Real-time photorealistic physics experiments with Octane Render

Some real-time rendered physics experiments I did with Octane Render (the ultrafast unbiased GPU renderer) and MassFX in 3ds Max 2012. The instant ultrahigh quality feedback of Octane is extremely enjoyable for this kind of experiments, it can update thousands of objects in real-time and render them in full photorealistic detail using path tracing. It feels like editing a prerendered animation in real-time, it just utterly amazes me that this is possible today.

Enjoy these videos:

 (the banding on the sky in the video is a compression artefact from my capturing software, the actual image doesn't suffer from it)


By the way, there is now a dedicated blog for Octane Render with incredible stuff, check it out here:

Wednesday, August 15, 2012

Real-time path traced Brigade demo at Siggraph (screens + video)

Real-time path tracing is back. I haven't posted Brigade updates for a while, but development has never been stronger. This post is for the unhappy few who weren't able to attend Siggraph this year and couldn't witness our face-meltingly awesome Brigade demo with their own eyes. For your convenience, I have captured a video and a few screens of the Brigade demo, which you can see below.

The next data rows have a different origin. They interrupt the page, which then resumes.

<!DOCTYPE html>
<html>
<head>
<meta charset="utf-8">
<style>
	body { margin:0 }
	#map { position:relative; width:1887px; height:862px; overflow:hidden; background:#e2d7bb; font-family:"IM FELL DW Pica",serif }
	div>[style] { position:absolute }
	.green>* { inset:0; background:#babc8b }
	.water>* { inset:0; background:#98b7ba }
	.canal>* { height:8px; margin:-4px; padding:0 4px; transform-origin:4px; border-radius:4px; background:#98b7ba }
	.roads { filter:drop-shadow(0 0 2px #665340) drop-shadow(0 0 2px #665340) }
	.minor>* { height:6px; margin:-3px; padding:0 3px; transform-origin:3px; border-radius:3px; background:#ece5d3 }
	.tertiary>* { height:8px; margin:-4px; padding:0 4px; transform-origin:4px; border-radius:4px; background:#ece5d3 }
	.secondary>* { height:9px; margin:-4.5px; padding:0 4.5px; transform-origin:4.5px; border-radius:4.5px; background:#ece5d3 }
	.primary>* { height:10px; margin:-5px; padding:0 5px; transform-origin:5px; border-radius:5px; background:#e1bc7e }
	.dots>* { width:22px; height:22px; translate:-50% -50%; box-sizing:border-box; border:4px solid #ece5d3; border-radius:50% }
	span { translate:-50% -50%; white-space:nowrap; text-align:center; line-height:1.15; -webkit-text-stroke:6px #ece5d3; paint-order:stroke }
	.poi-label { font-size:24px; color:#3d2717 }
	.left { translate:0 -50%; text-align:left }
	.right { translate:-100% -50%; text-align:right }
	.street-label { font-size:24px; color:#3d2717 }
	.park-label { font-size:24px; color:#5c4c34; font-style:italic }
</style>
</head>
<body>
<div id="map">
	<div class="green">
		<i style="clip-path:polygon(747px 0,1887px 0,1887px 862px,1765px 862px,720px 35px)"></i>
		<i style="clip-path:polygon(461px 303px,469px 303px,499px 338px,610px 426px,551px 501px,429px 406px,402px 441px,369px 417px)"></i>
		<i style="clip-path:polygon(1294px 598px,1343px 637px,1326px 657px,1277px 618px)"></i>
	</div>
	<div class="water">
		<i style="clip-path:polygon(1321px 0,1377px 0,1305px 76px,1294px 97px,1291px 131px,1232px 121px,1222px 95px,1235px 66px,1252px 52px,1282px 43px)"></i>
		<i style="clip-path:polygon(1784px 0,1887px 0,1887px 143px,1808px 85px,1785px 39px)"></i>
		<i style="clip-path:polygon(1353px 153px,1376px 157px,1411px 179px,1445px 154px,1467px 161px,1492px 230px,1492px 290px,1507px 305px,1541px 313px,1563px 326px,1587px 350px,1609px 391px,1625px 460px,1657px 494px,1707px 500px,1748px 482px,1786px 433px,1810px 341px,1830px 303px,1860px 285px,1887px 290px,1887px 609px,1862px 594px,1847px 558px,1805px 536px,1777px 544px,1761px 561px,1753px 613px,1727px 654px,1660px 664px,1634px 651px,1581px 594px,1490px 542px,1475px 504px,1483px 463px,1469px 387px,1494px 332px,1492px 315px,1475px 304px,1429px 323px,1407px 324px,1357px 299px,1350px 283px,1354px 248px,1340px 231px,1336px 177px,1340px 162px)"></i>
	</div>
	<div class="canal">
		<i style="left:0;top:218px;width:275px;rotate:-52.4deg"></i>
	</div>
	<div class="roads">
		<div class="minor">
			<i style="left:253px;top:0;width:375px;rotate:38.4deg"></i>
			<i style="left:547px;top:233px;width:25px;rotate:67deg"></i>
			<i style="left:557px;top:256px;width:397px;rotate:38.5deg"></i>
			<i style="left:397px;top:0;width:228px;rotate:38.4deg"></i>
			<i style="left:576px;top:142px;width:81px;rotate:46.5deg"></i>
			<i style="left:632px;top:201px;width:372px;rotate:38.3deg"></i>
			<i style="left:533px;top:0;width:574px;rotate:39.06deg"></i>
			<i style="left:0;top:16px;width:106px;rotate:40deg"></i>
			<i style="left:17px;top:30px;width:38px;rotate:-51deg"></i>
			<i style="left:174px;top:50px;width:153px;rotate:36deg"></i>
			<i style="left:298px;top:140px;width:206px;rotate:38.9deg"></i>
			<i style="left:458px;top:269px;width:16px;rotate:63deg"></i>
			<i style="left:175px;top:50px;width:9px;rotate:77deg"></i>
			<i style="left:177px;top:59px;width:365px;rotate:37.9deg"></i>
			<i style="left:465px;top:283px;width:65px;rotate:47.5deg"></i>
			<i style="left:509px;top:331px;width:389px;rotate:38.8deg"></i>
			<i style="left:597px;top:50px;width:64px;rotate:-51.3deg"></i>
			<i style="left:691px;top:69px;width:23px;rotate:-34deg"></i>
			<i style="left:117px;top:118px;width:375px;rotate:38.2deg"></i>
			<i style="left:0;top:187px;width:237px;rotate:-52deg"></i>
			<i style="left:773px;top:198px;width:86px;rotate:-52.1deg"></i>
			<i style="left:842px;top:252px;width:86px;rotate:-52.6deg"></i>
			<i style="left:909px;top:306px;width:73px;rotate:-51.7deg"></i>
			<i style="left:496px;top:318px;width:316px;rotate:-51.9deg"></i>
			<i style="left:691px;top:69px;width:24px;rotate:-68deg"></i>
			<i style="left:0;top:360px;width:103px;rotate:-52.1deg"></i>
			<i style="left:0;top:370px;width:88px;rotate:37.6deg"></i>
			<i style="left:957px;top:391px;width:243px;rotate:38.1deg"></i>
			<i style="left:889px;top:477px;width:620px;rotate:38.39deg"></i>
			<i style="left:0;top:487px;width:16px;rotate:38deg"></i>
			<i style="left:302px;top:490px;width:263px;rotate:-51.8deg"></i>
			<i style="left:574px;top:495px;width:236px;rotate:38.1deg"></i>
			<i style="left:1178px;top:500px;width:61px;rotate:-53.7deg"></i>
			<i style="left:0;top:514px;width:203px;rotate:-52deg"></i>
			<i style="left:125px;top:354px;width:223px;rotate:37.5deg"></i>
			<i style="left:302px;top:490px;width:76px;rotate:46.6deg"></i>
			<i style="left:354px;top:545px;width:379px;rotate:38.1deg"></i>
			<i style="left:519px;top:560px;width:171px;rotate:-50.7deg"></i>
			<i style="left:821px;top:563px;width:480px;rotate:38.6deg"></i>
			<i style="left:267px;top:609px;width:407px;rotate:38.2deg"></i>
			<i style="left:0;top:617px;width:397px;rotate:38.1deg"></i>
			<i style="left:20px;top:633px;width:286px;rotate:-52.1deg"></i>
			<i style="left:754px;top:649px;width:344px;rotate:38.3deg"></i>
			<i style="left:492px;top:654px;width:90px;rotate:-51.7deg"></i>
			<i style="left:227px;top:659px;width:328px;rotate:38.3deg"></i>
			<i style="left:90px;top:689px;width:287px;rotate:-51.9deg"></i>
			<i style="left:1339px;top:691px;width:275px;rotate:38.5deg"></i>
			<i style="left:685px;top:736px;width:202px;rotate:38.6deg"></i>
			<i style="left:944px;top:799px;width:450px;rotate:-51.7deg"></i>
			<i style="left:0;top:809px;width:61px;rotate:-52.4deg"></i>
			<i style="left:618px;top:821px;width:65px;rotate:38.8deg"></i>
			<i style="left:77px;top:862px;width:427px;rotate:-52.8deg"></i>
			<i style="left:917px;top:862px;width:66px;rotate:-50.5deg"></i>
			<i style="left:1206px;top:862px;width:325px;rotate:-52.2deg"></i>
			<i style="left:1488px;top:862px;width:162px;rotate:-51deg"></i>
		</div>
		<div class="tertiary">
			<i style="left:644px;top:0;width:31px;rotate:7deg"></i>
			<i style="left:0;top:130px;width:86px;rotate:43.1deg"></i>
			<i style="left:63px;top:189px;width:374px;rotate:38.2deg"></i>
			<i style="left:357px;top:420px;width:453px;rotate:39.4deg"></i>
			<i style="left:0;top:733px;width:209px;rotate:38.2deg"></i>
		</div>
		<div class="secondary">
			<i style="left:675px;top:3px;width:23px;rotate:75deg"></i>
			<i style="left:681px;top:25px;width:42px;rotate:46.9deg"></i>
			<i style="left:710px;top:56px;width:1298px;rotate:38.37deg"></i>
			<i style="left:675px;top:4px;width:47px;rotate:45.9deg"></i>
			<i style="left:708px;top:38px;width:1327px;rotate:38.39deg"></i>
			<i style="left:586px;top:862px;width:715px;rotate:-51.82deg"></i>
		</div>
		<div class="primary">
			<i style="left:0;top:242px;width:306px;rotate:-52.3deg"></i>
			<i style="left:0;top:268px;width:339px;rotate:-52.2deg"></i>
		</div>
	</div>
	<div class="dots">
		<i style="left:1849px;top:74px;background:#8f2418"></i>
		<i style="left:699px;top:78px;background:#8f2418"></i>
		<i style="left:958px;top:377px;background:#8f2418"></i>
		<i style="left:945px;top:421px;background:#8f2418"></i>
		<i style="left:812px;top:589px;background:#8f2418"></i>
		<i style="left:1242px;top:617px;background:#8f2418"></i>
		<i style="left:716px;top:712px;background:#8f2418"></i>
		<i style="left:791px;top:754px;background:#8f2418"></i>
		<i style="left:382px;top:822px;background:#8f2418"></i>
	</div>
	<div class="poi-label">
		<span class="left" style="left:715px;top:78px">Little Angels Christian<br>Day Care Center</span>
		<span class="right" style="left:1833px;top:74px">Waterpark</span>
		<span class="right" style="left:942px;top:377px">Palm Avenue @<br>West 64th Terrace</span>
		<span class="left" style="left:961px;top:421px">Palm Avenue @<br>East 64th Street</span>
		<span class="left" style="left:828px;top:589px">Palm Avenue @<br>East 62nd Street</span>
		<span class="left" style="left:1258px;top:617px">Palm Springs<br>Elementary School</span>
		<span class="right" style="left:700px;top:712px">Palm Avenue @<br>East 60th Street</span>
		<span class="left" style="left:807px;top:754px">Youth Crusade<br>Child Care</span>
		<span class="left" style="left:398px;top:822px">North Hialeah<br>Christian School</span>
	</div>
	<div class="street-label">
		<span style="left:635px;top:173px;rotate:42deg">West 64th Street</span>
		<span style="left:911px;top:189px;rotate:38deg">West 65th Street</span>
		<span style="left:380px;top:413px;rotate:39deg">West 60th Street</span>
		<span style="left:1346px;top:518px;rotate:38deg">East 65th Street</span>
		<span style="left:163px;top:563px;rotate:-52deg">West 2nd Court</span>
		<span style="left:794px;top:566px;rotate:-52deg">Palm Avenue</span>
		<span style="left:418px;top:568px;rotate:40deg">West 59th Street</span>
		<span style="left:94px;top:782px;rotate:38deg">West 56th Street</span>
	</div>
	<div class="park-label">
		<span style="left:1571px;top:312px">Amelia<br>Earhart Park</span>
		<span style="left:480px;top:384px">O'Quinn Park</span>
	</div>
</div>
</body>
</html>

Brigade's path tracing performance has gotten an enormous boost once again (thanks to the awesome work of Jeroen van Schijndel and Jacco Bikker), this time specifically for dynamic stuff. The demo shows a real-time dynamic water mesh, a skinned game character (from the IGAD student game 'It's about time') and an exploding horse. Since Siggraph the performance for dynamic scenes has almost tripled again.

What you see in the video is not exactly what was shown at Siggraph. The actual Siggraph demo was rendered with real-time path tracing at 1280x720 resolution at 60 fps and was running in OTOY's cloud with post processing. (My local system is not capable of video capturing and rendering with Brigade at 720p, so I had to turn down the resolution to get an acceptable framerate, the video is also using pretty ancient Brigade code, without the dynamic optimizations).